## Exercise
Reproduce, from the line containing "Kwangtung &amp;<br>Tengchew Cemetery</span>" to the last line of the material, every line exactly.

## Extracted data
__________________________________________________
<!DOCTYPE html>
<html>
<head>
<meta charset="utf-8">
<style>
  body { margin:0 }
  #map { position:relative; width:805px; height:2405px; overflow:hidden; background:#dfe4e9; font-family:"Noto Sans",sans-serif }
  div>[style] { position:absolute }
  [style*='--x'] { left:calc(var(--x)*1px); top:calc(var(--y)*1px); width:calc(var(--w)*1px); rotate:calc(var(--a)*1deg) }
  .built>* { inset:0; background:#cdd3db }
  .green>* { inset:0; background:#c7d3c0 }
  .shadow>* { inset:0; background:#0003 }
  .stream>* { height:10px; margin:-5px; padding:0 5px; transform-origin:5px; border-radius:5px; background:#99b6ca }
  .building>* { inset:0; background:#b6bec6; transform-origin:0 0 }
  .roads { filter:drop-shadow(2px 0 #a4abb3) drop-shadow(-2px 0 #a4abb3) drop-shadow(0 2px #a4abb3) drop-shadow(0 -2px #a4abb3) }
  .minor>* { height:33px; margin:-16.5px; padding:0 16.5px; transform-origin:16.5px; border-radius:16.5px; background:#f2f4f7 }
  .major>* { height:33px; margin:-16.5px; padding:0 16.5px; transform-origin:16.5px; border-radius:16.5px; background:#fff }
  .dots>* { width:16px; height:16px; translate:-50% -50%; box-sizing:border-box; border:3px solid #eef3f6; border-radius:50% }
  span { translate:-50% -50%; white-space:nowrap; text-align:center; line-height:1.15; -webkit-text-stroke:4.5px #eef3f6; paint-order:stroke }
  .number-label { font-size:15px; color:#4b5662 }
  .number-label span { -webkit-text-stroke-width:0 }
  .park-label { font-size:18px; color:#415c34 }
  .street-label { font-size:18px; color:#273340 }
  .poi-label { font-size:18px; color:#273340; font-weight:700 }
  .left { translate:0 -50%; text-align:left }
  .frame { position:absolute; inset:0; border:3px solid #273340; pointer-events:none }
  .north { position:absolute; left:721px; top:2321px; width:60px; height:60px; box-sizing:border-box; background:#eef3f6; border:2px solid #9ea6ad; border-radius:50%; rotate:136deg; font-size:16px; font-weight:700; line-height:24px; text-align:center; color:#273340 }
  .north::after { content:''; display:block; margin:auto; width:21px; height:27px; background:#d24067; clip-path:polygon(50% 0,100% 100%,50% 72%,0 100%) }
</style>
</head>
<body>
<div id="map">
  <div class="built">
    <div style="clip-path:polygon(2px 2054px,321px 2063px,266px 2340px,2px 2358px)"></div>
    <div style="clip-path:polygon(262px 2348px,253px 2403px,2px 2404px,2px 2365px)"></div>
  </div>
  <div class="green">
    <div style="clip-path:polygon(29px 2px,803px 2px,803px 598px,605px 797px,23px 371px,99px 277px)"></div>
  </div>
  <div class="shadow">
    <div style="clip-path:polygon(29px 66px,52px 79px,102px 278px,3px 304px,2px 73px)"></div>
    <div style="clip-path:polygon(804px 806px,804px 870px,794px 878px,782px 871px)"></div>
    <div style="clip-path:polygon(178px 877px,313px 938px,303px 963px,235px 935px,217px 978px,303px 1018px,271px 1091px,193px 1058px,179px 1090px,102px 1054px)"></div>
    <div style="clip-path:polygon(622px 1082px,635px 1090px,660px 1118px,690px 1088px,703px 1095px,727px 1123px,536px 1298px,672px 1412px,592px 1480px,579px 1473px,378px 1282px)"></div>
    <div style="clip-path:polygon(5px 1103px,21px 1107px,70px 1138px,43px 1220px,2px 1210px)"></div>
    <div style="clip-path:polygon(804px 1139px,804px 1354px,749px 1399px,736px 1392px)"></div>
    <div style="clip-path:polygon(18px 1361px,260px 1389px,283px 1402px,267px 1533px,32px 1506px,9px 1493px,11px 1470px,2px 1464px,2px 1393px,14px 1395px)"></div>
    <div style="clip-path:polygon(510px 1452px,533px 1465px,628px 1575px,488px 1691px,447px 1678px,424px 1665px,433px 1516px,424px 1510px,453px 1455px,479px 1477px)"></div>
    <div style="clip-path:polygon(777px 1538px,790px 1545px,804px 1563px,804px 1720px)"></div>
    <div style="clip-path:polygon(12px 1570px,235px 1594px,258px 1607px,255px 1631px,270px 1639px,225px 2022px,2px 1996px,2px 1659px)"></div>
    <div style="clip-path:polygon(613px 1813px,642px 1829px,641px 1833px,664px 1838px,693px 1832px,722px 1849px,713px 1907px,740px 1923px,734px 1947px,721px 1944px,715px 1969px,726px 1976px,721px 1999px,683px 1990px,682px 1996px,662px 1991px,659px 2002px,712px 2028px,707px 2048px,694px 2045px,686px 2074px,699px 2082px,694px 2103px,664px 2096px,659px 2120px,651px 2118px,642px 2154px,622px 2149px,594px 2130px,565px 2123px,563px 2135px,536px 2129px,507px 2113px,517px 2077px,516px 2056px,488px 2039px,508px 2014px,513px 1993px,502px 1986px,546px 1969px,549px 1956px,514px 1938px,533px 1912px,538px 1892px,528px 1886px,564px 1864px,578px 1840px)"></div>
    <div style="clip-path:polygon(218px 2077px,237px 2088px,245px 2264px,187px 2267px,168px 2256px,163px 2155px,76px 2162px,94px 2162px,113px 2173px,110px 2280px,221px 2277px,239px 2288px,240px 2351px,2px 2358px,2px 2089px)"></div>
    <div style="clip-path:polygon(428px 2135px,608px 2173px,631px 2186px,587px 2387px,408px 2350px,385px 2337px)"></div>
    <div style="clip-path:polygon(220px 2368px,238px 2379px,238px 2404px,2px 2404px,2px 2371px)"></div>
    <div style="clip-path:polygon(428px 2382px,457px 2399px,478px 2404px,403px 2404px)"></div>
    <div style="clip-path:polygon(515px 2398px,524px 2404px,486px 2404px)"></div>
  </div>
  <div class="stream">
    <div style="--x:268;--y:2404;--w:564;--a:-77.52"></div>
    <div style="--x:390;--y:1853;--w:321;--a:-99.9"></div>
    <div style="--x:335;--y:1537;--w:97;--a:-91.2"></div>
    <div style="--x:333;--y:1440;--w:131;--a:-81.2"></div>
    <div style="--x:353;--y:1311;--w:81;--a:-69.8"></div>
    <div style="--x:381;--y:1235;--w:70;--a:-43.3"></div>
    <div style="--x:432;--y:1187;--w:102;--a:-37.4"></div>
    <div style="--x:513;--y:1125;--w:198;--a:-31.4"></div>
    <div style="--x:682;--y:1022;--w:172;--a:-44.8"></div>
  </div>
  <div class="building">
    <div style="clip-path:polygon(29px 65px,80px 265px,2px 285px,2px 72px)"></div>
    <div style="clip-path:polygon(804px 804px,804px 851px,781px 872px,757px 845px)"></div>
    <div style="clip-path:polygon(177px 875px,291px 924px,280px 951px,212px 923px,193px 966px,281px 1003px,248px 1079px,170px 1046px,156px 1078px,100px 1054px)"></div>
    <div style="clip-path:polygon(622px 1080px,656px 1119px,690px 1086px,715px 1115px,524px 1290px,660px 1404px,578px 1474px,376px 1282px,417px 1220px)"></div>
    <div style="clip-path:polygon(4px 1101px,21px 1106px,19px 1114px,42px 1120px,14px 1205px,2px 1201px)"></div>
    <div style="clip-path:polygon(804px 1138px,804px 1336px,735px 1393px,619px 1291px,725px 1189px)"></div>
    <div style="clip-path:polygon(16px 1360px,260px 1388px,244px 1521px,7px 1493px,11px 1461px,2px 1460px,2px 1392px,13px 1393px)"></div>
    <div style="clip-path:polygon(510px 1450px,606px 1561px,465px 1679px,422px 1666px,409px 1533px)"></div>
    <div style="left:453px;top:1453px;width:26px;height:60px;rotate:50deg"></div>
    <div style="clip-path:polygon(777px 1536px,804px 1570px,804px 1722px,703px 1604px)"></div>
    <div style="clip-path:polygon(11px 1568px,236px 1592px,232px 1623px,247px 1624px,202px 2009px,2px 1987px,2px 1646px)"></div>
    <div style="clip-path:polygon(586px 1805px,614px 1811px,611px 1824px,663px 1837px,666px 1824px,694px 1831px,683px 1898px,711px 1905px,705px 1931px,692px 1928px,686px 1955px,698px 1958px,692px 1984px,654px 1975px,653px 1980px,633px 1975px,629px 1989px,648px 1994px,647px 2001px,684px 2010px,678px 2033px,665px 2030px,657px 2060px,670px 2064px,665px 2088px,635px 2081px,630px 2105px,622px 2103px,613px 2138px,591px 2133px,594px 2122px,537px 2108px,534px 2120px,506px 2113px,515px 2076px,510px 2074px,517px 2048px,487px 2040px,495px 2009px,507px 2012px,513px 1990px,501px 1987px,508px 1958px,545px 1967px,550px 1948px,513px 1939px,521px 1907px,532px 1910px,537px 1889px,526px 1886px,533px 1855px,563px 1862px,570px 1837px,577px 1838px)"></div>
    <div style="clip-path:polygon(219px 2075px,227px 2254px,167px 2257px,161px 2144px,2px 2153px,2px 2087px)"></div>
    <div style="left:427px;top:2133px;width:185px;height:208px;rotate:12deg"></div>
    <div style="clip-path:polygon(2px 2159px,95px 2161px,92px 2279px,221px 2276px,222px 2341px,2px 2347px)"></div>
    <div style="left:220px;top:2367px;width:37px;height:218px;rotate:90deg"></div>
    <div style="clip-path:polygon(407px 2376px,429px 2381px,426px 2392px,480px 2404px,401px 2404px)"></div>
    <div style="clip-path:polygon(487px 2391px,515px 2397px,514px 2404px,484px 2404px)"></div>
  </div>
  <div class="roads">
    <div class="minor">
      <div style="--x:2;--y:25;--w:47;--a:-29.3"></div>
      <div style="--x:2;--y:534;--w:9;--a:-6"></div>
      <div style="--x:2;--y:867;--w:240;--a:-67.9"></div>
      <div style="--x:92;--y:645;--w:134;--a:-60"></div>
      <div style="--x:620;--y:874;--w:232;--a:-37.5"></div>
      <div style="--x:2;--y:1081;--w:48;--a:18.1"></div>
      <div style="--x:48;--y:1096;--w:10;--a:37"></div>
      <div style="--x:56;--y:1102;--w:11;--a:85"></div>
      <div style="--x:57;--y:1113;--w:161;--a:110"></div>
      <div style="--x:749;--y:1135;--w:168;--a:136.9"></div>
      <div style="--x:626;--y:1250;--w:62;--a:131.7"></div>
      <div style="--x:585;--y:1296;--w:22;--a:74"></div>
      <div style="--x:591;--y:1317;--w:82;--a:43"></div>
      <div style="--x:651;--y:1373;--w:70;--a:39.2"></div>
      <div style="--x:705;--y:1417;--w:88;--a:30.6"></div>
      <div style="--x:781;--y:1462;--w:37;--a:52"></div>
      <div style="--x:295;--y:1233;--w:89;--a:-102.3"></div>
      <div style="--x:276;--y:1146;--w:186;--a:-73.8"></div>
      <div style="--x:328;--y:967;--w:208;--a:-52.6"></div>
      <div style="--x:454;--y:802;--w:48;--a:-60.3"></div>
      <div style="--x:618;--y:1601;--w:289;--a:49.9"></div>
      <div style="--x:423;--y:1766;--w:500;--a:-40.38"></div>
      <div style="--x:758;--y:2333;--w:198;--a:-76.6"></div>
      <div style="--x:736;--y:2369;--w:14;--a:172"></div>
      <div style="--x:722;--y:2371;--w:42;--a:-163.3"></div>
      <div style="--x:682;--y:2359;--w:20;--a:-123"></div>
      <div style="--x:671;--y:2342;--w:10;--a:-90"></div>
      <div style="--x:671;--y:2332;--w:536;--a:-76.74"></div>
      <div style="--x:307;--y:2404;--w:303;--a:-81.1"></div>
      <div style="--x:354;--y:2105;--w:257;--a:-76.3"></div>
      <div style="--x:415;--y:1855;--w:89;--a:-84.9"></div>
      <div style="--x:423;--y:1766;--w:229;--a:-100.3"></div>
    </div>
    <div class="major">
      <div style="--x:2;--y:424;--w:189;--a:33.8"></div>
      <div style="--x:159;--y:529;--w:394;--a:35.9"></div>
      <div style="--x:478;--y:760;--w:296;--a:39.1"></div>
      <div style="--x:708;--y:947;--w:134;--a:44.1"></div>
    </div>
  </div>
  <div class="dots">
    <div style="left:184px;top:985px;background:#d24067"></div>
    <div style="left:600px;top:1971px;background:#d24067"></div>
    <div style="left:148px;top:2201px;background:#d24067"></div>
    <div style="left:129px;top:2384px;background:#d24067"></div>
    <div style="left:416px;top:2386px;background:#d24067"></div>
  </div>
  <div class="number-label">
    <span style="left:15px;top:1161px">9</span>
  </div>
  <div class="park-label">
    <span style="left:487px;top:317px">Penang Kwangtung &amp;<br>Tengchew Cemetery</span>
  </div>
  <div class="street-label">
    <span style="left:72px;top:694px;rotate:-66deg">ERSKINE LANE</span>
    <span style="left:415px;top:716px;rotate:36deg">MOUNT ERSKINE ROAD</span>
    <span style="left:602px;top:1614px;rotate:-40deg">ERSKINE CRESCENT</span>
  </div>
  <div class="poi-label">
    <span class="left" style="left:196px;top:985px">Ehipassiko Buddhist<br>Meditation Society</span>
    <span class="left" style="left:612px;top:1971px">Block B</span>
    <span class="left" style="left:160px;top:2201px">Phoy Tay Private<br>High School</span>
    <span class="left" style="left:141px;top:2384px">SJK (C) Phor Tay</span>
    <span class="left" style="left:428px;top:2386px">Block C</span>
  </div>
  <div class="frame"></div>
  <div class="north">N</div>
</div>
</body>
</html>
__________________________________________________
## Result of the exercise
    <span style="left:487px;top:317px">Penang Kwangtung &amp;<br>Tengchew Cemetery</span>
  </div>
  <div class="street-label">
    <span style="left:72px;top:694px;rotate:-66deg">ERSKINE LANE</span>
    <span style="left:415px;top:716px;rotate:36deg">MOUNT ERSKINE ROAD</span>
    <span style="left:602px;top:1614px;rotate:-40deg">ERSKINE CRESCENT</span>
  </div>
  <div class="poi-label">
    <span class="left" style="left:196px;top:985px">Ehipassiko Buddhist<br>Meditation Society</span>
    <span class="left" style="left:612px;top:1971px">Block B</span>
    <span class="left" style="left:160px;top:2201px">Phoy Tay Private<br>High School</span>
    <span class="left" style="left:141px;top:2384px">SJK (C) Phor Tay</span>
    <span class="left" style="left:428px;top:2386px">Block C</span>
  </div>
  <div class="frame"></div>
  <div class="north">N</div>
</div>
</body>
</html>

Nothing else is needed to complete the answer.